■ **Directions**
Would you give again, exactly as written, the lines from the opening of the records to the line with "width:19px; height:19px; translate:-50%", that line included and pictures excluded?
• • • • •
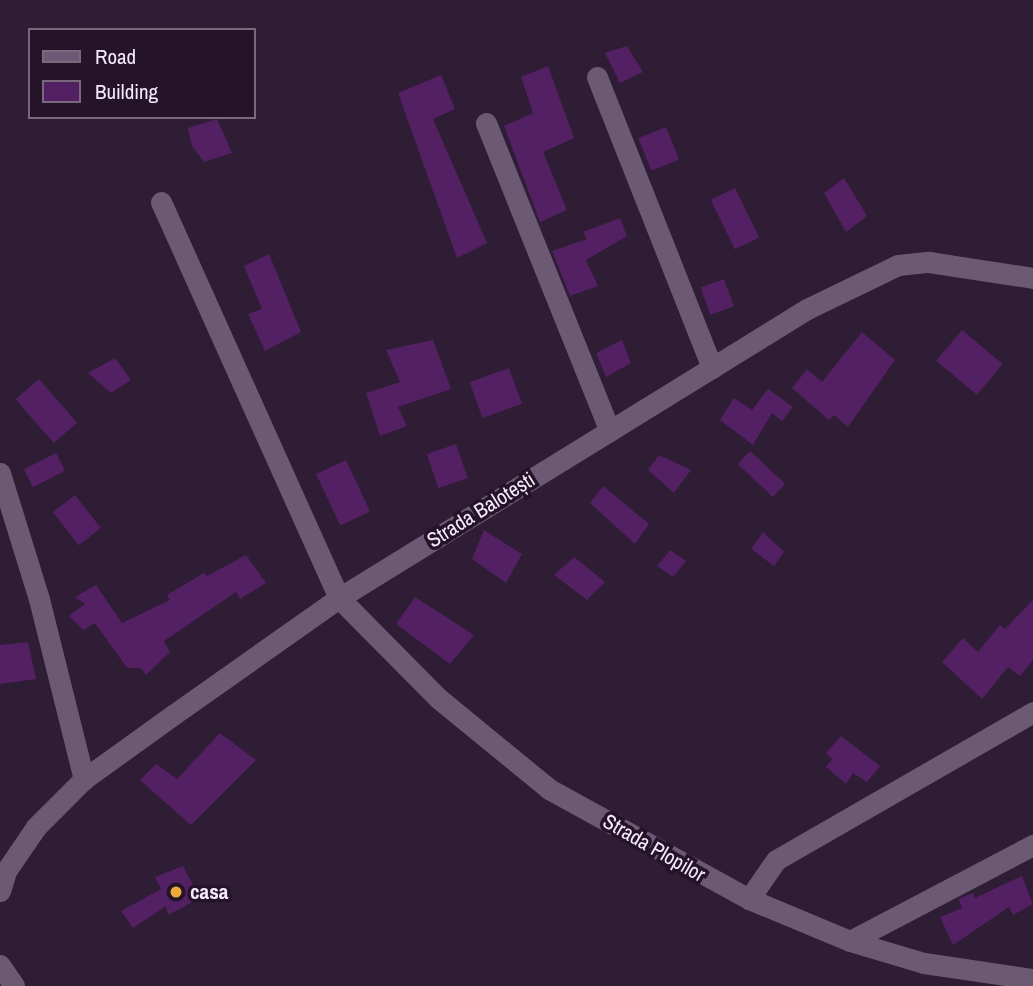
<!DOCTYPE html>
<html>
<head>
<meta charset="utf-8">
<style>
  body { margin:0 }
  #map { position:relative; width:1033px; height:986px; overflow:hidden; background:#2e1d34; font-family:"Archivo Narrow",sans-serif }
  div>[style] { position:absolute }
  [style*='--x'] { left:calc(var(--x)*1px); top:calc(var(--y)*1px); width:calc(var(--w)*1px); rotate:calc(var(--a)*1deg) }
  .building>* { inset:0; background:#532063; transform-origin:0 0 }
  .minor>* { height:21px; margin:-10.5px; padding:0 10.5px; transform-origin:10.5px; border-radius:10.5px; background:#6c5974 }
  .dots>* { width:19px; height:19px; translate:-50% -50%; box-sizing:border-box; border:4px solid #241329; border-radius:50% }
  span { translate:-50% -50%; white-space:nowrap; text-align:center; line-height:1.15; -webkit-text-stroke:7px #241329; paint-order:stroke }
  .street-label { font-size:21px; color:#f5eaf9 }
  .poi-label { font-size:21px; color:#f5eaf9; font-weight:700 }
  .left { translate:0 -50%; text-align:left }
  .legend { position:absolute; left:28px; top:28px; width:228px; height:91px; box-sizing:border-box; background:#241329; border:2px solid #78697c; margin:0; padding:9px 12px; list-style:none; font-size:21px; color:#f5eaf9 }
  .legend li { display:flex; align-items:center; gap:14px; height:35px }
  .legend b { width:35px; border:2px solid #78697c }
</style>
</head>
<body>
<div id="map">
  <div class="building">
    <div style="clip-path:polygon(627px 46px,643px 72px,620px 83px,605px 53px)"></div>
    <div style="clip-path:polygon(548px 66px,574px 138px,543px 152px,567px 210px,540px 222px,504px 126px,533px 113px,521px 77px)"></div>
    <div style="clip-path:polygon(441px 75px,455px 109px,433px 119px,487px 243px,457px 258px,398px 93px)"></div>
    <div style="clip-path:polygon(217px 119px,232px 153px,204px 162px,192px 146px,188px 128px)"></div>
    <div style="left:666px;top:127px;width:35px;height:30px;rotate:68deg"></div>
    <div style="clip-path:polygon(844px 178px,867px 216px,846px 232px,824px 193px)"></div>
    <div style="left:735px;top:188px;width:55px;height:27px;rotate:64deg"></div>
    <div style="clip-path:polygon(620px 218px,627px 236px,586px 260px,598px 286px,570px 296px,552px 251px,587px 239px,583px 232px)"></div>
    <div style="clip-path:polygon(269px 254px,301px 332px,265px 351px,248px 314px,262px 309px,244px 266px)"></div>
    <div style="left:724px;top:279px;width:29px;height:25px;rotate:70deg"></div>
    <div style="left:962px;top:330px;width:53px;height:40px;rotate:40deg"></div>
    <div style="clip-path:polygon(862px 332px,895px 360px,848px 427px,834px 415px,829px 420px,792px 388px,807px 369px,822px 382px)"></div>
    <div style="clip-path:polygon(433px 340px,451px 389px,398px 407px,407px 426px,380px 436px,366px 393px,400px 382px,386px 350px)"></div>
    <div style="clip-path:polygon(622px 340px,631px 363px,606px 377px,596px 353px)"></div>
    <div style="clip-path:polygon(115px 358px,131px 380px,111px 393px,88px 373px)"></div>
    <div style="left:509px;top:368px;width:38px;height:42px;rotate:70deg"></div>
    <div style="left:39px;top:379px;width:58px;height:31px;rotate:49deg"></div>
    <div style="clip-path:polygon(768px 389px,793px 407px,782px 421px,772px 413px,753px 445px,720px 420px,734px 398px,752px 410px)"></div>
    <div style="left:456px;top:444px;width:36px;height:31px;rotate:71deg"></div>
    <div style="left:750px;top:451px;width:48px;height:18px;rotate:43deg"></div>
    <div style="left:56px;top:453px;width:20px;height:36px;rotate:63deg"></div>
    <div style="clip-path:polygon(659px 455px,691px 470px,674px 493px,648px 470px)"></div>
    <div style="left:346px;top:460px;width:57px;height:33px;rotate:65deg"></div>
    <div style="clip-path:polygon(603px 486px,649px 524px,635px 544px,590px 503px)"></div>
    <div style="left:75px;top:495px;width:42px;height:28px;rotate:52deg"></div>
    <div style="clip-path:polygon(484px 530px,522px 554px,506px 583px,472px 559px)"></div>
    <div style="clip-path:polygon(763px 532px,784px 552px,774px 566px,751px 549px)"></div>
    <div style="clip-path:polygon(670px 550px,686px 561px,673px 577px,657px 566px)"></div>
    <div style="clip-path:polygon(246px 555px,266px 583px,240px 599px,236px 592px,164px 641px,170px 652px,146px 675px,141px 668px,127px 668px,95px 623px,83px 630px,69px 616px,85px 604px,75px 597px,96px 585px,122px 623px,170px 600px,167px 595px,204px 573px,207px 576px)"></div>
    <div style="clip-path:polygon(574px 557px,605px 582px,587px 600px,554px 575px)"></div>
    <div style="clip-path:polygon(415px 597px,474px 635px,450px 664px,396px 624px)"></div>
    <div style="clip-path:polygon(1033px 600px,1033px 660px,1020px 676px,1008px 667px,982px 699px,942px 662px,963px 638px,978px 652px,1000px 625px,1005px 629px)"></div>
    <div style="clip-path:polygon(28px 642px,36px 679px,0 684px,0 645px)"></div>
    <div style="clip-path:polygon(220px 733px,256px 760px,191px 825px,140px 780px,156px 764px,177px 779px)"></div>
    <div style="clip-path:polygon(841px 736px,880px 766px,867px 782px,853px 773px,846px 784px,826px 767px,832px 759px,826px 753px)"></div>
    <div style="clip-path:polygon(183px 866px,200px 898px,168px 915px,166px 906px,133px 928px,121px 911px,161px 889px,155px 877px)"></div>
    <div style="clip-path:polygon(1022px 876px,1033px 904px,1013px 915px,1009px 907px,953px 945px,940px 917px,962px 908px,958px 899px,973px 893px,975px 898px)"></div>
  </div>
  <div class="minor">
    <div style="--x:597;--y:77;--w:313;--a:68.4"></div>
    <div style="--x:486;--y:123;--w:332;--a:68.1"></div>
    <div style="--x:161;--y:202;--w:434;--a:65.8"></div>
    <div style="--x:339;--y:598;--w:141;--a:45.3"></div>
    <div style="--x:438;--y:698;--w:144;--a:39.3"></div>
    <div style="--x:549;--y:789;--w:228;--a:28.8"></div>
    <div style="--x:749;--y:899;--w:109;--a:22.6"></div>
    <div style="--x:850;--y:941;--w:77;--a:16.6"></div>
    <div style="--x:924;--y:963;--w:110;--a:8.4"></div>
    <div style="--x:0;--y:473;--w:132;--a:72.8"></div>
    <div style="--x:39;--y:599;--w:186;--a:76"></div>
    <div style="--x:0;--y:891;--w:21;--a:-73"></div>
    <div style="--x:6;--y:871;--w:53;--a:-55.7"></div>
    <div style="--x:36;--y:827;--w:68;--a:-45"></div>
    <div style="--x:84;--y:779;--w:110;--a:-35.7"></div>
    <div style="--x:173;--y:715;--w:203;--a:-35.2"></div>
    <div style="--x:339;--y:598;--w:550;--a:-31.7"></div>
    <div style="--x:807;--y:309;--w:101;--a:-25.8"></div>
    <div style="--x:898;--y:265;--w:31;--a:-6"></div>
    <div style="--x:929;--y:262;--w:105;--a:8.7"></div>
    <div style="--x:749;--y:899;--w:47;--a:-55.3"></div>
    <div style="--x:776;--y:860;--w:297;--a:-29.9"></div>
    <div style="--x:850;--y:941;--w:207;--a:-27.7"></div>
    <div style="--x:0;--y:965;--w:25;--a:56"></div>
  </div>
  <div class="dots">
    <div style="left:176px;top:892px;background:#ebaa39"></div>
  </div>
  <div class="street-label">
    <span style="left:481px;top:510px;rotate:-32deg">Strada Balotești</span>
    <span style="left:654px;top:848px;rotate:30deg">Strada Plopilor</span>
  </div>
  <div class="poi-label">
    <span class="left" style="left:190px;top:892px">casa</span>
  </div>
  <ul class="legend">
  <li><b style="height:9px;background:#6c5974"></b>Road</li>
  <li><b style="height:19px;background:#532063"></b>Building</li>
  </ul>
</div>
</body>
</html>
• • • • •
■ **Solution to the problem**
<!DOCTYPE html>
<html>
<head>
<meta charset="utf-8">
<style>
  body { margin:0 }
  #map { position:relative; width:1033px; height:986px; overflow:hidden; background:#2e1d34; font-family:"Archivo Narrow",sans-serif }
  div>[style] { position:absolute }
  [style*='--x'] { left:calc(var(--x)*1px); top:calc(var(--y)*1px); width:calc(var(--w)*1px); rotate:calc(var(--a)*1deg) }
  .building>* { inset:0; background:#532063; transform-origin:0 0 }
  .minor>* { height:21px; margin:-10.5px; padding:0 10.5px; transform-origin:10.5px; border-radius:10.5px; background:#6c5974 }
  .dots>* { width:19px; height:19px; translate:-50% -50%; box-sizing:border-box; border:4px solid #241329; border-radius:50% }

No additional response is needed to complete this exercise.